The boxed set opens with a remastered version of the original album that’s been expanded with the non-album B-side, “If Only You Were Lonely.” From there, a second disc, titled Raised in the City, delves into the group’s very first recordings (“Try Me,” “She’s Firm,” “Lookin For Ya”), as well as studio demos for album tracks (including “Shutup” and “I Hate Music”), outtakes (“Shape Up,” and “Get On The Stick,” among them) and rare basement recordings (“Lie About Your Age,” “Johnny Fast”). A handful of these appeared on Rhino’s 2008 reissue of Sorry Ma, but more than a dozen included on the new set have never been released.
Four outtakes on the collection’s third disc, Tape’s Rolling, debuted on the same 2008 reissue, but here they’re joined by more than two dozen unreleased recordings. Highlights include electrifying alternate versions of “Johnny’s Gonna Die” and “Love You Till Friday,” alternate mixes for “Rattlesnake” and “More Cigarettes,” plus Westerberg’s home demos of “You’re Pretty When You’re Rude” and “If Only You Were Lonely.”
The Deluxe Edition ends on a high note with the earliest professional live recording of The Replacements. The previously unreleased concert, dubbed Unsuitable for Airplay, was captured by Twin/Tone’s mobile unit on January 23, 1981, at the 7th St Entry in Minneapolis, MN. A portion of the show was later broadcast on the local community radio station, KFAI.
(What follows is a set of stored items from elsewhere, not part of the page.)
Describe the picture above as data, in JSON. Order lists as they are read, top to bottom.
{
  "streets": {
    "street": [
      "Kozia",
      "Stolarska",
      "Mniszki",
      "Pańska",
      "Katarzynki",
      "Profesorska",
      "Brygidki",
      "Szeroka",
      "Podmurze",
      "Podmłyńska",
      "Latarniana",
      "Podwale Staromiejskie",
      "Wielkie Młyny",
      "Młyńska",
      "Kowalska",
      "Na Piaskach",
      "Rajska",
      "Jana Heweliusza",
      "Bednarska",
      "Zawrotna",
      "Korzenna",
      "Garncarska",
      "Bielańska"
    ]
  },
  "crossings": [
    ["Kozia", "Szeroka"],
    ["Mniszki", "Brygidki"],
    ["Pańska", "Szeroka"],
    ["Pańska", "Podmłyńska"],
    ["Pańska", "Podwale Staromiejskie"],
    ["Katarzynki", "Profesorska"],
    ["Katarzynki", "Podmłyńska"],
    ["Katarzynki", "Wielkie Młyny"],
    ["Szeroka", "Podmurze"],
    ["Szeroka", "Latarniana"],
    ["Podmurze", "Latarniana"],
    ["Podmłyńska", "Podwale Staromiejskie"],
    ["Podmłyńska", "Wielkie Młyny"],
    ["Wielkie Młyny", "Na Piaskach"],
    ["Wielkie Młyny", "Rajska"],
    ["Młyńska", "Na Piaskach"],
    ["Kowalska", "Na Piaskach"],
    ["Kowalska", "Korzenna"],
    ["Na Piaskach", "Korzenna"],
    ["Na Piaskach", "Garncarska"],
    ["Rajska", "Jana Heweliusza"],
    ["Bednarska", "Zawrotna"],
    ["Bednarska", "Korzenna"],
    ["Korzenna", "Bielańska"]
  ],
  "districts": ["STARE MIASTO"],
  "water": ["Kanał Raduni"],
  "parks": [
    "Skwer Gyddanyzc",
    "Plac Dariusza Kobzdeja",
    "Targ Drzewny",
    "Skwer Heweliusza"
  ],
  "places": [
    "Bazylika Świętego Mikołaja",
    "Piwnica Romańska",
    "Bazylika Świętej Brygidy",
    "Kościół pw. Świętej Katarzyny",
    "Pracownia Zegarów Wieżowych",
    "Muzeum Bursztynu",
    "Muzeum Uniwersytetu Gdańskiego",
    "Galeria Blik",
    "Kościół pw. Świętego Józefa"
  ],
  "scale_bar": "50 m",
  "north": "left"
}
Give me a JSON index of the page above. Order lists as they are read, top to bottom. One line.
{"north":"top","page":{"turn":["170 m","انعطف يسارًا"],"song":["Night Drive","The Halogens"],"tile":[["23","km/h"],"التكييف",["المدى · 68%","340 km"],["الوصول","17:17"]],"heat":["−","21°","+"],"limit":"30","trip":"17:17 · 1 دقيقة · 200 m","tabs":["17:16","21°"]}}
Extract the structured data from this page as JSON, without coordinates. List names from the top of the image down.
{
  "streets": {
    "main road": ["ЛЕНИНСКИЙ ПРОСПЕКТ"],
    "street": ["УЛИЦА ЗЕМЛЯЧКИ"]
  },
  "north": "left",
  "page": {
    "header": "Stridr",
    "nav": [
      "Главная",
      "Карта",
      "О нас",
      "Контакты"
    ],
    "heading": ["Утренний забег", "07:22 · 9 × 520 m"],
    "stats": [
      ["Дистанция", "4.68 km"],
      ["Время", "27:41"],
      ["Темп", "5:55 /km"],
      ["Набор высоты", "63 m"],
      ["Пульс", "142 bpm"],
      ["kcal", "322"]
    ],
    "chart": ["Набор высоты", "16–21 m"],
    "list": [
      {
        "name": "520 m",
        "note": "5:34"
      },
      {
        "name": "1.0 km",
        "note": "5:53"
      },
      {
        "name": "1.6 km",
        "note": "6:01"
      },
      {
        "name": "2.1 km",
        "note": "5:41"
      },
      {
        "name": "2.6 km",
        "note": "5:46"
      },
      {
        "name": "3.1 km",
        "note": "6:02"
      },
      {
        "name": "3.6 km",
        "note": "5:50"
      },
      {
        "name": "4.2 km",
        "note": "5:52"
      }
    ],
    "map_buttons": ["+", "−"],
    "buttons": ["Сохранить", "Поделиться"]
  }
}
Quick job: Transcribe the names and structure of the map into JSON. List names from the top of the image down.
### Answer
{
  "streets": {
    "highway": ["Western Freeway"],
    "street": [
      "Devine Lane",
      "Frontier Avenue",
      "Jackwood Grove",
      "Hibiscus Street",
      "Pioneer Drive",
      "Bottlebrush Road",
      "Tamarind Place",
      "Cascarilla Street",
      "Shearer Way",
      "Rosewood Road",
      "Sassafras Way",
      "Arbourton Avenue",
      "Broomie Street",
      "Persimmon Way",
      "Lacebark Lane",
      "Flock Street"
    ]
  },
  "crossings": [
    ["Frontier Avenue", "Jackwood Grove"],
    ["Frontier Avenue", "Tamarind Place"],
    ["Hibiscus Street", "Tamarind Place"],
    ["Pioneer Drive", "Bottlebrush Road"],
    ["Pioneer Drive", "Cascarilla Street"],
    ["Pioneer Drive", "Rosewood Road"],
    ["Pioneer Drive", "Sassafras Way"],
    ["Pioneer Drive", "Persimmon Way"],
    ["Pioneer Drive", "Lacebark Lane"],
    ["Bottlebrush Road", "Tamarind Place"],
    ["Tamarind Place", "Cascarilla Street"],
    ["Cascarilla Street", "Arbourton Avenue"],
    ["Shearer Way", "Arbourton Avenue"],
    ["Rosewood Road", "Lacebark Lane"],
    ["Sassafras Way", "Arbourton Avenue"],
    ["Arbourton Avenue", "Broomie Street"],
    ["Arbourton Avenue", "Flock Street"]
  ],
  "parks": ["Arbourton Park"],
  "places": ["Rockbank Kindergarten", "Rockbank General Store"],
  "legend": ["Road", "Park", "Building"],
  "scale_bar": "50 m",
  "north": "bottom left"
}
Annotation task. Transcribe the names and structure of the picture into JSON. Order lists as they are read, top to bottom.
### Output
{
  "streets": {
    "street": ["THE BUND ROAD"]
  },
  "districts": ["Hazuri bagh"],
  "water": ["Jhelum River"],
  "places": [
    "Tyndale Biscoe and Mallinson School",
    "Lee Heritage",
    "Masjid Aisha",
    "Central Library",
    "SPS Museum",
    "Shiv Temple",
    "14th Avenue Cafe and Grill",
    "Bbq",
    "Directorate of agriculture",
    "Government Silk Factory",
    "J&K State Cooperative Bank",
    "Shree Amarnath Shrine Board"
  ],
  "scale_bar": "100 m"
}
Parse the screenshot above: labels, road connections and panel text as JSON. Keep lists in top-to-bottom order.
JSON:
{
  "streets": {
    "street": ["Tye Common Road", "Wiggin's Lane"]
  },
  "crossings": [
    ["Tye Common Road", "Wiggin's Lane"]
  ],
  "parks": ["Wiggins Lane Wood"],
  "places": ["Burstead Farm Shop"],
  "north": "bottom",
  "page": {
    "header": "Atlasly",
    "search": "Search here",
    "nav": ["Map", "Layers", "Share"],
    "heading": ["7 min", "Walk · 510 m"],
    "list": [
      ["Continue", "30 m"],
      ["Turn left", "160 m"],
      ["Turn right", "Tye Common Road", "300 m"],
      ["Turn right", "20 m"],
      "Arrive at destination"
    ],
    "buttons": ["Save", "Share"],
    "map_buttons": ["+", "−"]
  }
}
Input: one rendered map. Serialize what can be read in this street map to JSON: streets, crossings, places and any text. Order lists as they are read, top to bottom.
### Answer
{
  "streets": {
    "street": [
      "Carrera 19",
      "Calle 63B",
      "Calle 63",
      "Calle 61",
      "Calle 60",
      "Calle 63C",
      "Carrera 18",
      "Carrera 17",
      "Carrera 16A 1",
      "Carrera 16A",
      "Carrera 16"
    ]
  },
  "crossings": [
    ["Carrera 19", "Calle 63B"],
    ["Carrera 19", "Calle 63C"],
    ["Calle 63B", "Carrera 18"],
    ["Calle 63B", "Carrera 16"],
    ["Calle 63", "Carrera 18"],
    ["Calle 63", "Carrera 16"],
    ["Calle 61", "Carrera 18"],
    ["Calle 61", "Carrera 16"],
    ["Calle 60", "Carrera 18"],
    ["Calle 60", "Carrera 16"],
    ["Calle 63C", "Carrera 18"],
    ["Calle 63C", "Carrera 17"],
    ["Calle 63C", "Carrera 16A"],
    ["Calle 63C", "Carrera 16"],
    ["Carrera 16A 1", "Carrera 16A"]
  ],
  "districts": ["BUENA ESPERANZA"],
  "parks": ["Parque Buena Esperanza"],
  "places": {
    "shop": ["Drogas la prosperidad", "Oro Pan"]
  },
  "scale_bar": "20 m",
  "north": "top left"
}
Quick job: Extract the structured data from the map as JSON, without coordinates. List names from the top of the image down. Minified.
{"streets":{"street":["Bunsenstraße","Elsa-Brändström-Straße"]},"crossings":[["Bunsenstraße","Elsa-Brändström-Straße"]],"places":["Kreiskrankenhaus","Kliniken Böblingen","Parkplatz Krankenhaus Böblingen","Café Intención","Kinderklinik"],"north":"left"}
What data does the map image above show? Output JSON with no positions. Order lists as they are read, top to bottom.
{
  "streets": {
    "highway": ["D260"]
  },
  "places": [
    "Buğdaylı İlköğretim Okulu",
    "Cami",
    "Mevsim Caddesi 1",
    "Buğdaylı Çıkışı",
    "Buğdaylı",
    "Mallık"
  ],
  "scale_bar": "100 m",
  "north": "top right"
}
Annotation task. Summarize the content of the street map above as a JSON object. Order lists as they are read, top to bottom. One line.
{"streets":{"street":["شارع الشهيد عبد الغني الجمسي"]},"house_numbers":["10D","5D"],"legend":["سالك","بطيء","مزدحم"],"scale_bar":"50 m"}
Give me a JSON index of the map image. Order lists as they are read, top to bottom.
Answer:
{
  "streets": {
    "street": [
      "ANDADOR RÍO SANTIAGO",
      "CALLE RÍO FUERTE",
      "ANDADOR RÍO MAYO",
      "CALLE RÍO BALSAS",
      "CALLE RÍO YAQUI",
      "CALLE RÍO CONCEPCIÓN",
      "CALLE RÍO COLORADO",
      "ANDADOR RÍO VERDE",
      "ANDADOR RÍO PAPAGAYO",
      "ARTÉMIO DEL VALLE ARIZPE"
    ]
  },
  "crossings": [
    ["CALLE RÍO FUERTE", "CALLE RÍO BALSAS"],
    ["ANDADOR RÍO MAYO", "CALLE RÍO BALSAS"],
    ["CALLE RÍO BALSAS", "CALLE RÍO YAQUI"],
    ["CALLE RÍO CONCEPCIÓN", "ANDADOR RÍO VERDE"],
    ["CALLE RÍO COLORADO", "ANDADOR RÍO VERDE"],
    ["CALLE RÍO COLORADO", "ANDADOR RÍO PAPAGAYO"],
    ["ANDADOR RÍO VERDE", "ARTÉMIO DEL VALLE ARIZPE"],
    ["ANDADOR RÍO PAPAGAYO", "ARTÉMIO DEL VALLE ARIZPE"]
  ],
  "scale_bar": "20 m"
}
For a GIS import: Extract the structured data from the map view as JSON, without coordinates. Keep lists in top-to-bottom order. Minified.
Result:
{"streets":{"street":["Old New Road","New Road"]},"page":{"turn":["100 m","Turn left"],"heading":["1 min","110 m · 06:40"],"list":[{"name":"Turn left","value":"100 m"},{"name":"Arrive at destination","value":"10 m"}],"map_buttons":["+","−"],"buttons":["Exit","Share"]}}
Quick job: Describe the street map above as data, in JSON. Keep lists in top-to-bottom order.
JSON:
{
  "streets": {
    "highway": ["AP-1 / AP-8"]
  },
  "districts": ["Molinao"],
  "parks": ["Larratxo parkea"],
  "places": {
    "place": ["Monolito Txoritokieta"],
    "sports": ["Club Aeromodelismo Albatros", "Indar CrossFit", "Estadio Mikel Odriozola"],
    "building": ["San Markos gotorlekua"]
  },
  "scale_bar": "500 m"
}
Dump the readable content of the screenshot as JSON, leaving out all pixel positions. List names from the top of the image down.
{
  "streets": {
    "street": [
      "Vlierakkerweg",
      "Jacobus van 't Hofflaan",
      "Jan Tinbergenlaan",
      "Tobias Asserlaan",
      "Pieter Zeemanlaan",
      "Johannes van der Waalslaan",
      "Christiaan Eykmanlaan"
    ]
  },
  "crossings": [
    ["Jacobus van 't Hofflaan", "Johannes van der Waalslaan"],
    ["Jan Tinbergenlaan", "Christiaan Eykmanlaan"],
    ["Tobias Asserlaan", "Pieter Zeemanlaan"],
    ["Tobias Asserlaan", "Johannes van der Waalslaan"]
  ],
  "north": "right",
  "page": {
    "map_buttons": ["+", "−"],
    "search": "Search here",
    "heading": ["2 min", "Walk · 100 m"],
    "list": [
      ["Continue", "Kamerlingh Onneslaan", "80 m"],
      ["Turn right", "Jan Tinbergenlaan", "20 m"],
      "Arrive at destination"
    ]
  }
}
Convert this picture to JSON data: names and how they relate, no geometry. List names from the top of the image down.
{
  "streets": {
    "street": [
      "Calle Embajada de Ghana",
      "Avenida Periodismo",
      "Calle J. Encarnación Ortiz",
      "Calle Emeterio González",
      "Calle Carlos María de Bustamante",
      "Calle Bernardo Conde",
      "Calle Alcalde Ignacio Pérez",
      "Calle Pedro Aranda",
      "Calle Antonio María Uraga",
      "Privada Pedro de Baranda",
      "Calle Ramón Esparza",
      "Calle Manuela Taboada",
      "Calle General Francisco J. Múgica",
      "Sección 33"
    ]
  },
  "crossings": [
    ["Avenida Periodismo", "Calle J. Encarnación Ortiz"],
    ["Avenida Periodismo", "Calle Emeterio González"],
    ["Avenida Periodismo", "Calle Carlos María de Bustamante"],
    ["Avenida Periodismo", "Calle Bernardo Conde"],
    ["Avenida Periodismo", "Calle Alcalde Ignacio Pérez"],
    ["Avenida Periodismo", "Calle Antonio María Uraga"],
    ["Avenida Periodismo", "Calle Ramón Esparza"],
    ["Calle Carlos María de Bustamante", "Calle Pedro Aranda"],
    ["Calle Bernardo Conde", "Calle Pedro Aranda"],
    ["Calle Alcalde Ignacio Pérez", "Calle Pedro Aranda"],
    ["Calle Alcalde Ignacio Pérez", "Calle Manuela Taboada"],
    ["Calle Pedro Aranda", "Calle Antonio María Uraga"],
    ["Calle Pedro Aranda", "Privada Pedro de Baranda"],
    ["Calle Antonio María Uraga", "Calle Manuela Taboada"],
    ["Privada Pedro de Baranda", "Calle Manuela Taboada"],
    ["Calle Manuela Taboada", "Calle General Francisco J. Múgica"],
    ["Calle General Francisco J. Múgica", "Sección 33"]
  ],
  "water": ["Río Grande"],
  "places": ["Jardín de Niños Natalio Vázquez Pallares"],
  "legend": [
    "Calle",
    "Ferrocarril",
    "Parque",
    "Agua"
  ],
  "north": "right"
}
The concert took place as the band was in the midst of work on Sorry Ma. The show’s setlist is packed with evolving versions of songs that would appear on their debut album (“Hangin Downtown,” “Somethin to Dü,” “Rattlesnake”), along with other early numbers that were never released (“Mistake,” “Excuse Me”), plus choice covers of The Heartbreakers’ “I Wanna Be Loved,” Slade’s “My Town,” The Kinks’ “All Day and All of the Night,” and Dave Edmunds’ “Trouble Boys,” among others.